Mona Lisa
1 Prólogo
Notas iniciais
●๋•..●๋•
"Pobre garota ingênua,
Colhendo pequenas rosas
Enquanto eu espero
Para empurrá-la de um precipício.
Doce desejo em meus lábios,
Quero ter o último fio de sua vida
Em minha mãos.
Seus olhos vagam,
Procurando em meu rosto
Algum sentimento;
Mas eu sou a pura expressão da morte
Você só encontrará seu reflexo.
Eu estava brincando
Então parei.
Olhei para o lado
E o avistei:
Ele me olhava.
Peguei a rosa ao meu lado
Tomando cuidado pra não me cortar,
Abri um sorrisão
E comecei a correr em sua direção.
Criança tola e ingênua.
Seu doce e meigo sorriso me irrita
Para que correr em minha direção?
Está com tanta pressa assim
Para morrer?
Mas em breve descobrirá
Que uma rosa não fará diferença:
Nem mesmo os anjos
Estarão ao seu lado
Quando eu, aos poucos, te matar
Quero ver então você manter
Esse sorriso em seus lábios
Mortos e frios
Tocados pelo doce embalar da morte."
●๋•..●๋•
21 de Agosto de 2009
— Lucífer. — Gabriel lhe sorria ironicamente — Você é meu irmão e eu te amo. - Ditas tais palavras, o Diabo deixou seu lado sádico de lado e pôs-se a ouví-lo com mais atenção — Mas você é a escória da escória. — Fitava-o de forma triste e, ao mesmo tempo, revoltada.
— Do que me chamou? — Perguntou, em tom de ameaça, com o dedo indicador apontado para seu próprio peito. Deu um passo adiante, porém, a lâmina nas mãos do adversário, erguida de forma ameaçadora, fez-lô deter-se por um instante.
— Olhe pra si mesmo. — A voz denotando toda a sua frustração, enquanto o outro escutava-o, agora, desinteressado — Coitadinho: "Papai foi mal comigo, então eu vou quebrar todos os brinquedos dele."
— Olhe como fala comigo. - Limitou-se a encará-lo frio diante de tamanha ousadia.
— Se faça de vítima o quanto quiser. — Sussurrou — Mas você e eu, nós sabemos a verdade. Papai amava você mais que todos.
●๋•..●๋•
1° de Setembro de 2009
— Deus queria o Diabo! — Bradou exasperado ao término de seu discursso, na tentativa de persuadir o mais velho.

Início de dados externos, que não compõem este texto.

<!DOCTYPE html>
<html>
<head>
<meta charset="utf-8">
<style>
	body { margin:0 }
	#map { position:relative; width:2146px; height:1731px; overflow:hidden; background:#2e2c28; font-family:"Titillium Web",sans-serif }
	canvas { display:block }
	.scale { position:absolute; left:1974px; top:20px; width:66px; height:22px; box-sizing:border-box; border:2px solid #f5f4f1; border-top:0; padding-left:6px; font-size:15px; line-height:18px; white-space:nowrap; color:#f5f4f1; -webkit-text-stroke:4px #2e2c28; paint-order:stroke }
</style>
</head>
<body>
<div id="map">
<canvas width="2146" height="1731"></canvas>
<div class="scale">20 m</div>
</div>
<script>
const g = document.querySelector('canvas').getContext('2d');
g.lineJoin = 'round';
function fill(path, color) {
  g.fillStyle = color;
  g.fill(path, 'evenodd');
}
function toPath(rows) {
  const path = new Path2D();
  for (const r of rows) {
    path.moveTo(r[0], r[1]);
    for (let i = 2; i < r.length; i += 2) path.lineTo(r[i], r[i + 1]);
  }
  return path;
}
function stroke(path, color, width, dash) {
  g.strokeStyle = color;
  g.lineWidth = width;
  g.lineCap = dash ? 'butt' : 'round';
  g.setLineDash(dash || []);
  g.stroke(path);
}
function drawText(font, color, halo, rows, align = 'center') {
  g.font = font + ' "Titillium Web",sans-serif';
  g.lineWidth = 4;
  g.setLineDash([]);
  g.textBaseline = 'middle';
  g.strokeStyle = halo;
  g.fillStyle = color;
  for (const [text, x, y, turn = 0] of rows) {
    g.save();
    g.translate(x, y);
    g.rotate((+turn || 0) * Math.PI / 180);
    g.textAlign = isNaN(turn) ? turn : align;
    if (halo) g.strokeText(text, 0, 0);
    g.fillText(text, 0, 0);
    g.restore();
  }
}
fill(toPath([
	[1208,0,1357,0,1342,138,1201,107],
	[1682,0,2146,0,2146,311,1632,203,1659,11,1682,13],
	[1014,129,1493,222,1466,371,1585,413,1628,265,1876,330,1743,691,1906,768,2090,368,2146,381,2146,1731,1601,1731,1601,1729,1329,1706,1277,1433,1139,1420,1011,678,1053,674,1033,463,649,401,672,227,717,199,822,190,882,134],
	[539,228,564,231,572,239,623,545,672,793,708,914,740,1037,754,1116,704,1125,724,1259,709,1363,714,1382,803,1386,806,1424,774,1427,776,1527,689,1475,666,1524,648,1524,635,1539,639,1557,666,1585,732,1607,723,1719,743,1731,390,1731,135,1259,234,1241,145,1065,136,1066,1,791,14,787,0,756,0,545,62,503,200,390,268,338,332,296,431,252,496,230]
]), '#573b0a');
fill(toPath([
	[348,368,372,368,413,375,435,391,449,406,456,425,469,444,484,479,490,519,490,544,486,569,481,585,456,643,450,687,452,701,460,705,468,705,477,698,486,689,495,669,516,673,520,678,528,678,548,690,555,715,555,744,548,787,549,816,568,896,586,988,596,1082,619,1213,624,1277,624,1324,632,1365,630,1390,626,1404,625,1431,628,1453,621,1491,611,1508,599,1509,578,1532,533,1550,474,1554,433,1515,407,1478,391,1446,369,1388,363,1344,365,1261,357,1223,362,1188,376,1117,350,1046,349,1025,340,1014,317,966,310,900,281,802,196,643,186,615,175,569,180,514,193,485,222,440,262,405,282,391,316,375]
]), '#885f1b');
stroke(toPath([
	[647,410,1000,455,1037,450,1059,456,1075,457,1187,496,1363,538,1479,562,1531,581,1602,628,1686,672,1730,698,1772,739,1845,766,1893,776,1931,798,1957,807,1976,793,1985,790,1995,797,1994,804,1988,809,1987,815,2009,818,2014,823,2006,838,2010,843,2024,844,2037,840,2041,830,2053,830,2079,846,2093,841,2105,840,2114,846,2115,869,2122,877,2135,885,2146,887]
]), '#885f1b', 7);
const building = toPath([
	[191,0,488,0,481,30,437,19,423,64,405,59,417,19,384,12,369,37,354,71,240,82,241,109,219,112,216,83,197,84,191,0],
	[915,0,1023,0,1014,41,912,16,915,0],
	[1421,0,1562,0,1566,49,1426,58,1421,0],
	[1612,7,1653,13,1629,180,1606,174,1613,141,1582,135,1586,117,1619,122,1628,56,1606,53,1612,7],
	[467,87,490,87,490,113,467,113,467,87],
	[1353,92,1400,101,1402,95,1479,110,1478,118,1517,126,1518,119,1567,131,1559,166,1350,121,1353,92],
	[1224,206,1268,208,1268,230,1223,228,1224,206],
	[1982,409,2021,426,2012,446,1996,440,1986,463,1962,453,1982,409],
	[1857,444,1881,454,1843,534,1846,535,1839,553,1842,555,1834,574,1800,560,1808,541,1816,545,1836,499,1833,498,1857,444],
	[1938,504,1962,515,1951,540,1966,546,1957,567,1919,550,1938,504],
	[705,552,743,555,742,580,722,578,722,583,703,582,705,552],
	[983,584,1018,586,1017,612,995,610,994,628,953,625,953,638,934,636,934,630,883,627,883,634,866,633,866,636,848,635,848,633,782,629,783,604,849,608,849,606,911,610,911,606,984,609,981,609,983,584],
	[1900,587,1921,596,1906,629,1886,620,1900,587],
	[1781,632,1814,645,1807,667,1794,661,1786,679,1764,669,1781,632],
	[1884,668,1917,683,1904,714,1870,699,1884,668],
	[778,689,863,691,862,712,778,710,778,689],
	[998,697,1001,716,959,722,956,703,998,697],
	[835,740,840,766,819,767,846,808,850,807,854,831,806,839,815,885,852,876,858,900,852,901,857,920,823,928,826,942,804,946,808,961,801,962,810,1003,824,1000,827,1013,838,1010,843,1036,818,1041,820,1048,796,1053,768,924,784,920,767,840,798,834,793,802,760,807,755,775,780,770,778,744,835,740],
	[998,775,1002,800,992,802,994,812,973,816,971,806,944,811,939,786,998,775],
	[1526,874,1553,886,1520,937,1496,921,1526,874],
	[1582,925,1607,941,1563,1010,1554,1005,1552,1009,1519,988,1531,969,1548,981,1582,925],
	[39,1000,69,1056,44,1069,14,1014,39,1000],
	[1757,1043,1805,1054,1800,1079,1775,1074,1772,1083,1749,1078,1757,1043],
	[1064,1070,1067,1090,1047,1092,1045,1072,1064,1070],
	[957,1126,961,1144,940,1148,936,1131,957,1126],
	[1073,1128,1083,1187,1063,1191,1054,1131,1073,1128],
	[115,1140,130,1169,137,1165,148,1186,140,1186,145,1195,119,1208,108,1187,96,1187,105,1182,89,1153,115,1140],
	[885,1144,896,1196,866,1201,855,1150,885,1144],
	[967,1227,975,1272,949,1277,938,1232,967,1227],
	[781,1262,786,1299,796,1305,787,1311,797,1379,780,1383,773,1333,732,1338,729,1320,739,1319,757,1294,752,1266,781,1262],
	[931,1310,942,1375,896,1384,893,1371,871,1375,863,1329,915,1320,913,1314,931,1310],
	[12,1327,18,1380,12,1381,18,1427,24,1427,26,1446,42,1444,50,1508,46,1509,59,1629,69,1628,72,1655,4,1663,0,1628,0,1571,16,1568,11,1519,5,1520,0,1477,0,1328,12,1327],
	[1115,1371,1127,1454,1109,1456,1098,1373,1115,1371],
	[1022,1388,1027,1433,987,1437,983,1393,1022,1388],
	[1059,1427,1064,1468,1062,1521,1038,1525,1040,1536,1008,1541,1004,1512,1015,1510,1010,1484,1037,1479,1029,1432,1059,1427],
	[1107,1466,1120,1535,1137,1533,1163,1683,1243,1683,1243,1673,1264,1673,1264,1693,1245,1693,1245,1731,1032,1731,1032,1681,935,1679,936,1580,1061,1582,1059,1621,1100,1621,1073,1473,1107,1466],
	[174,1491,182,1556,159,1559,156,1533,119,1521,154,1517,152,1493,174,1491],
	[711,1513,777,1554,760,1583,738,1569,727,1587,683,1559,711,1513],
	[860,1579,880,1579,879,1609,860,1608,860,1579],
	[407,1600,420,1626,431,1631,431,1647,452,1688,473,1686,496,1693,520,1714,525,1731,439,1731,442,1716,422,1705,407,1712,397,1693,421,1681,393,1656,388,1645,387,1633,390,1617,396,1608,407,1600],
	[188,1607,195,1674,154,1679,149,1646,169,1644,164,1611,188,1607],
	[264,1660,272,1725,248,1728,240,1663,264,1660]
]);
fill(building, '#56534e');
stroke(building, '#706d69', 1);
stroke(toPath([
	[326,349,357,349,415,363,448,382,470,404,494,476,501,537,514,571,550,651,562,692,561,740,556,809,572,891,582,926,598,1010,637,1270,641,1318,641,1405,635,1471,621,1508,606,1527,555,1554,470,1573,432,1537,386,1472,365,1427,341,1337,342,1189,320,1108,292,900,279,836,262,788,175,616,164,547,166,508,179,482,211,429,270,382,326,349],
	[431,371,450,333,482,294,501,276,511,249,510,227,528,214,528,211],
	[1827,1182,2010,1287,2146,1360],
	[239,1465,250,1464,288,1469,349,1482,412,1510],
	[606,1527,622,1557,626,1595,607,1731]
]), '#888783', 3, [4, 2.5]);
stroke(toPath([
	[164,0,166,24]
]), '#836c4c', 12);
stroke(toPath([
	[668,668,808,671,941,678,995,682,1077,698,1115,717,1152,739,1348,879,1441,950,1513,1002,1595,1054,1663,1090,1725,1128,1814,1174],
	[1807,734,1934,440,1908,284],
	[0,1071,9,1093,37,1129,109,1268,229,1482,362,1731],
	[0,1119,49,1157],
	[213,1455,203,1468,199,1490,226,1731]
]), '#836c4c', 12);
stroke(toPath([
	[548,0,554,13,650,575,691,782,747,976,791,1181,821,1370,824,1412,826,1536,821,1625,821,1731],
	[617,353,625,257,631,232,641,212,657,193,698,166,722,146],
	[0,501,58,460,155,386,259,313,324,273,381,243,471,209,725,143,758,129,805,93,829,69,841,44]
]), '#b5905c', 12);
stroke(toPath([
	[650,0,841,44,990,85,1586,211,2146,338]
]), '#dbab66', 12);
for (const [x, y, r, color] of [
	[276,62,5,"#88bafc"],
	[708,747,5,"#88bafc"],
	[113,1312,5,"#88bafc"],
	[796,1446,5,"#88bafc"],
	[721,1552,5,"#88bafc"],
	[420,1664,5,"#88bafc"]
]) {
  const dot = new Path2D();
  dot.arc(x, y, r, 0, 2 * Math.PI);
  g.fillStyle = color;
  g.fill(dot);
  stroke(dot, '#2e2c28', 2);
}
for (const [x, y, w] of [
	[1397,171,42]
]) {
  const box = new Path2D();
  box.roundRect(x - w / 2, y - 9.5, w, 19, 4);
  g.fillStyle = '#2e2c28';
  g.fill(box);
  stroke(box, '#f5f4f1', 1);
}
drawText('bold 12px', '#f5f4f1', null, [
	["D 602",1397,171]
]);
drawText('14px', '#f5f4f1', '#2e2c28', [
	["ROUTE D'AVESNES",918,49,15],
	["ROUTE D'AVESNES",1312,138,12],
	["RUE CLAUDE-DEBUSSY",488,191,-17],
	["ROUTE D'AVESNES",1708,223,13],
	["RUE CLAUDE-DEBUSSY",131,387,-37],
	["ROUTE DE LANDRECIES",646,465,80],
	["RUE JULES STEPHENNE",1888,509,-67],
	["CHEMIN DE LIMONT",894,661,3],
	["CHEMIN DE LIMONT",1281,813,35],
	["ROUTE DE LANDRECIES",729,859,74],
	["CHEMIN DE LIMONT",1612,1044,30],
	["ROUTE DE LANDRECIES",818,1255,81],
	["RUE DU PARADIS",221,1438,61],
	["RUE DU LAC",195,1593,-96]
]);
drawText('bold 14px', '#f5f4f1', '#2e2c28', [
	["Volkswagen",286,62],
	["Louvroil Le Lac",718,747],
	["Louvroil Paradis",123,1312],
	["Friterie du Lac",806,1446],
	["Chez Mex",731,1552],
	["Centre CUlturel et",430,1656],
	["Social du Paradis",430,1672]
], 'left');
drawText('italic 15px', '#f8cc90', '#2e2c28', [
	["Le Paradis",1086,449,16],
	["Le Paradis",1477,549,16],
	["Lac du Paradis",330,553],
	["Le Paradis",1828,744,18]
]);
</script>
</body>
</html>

Este, por sua vez, limitou-se a encará-lo, inexpressivo.
— E então?
— Então por que? Por que nos fazer lutar? Só não consigo descobrir o propósito. — O modo como falava fazia com que o outro acreditasse que o caçula perdera a razão.
— Qual o seu propósito? — Lhe perguntou, por fim.
— Nós vamos nos matar. — Disse vagarosamente, após refletir por um instante — E pra que? Um dos testes do Papai. E nós nem sabemos a resposta! Nós somos irmãos: vamos só abandonar o tabuleiro. — Era inacreditvel, porém, para ele, aquela Guerra não passava de um simples jogo — um "xadrez sobrenatural". O arcanjo desviou o olhar por um momento, pensativo.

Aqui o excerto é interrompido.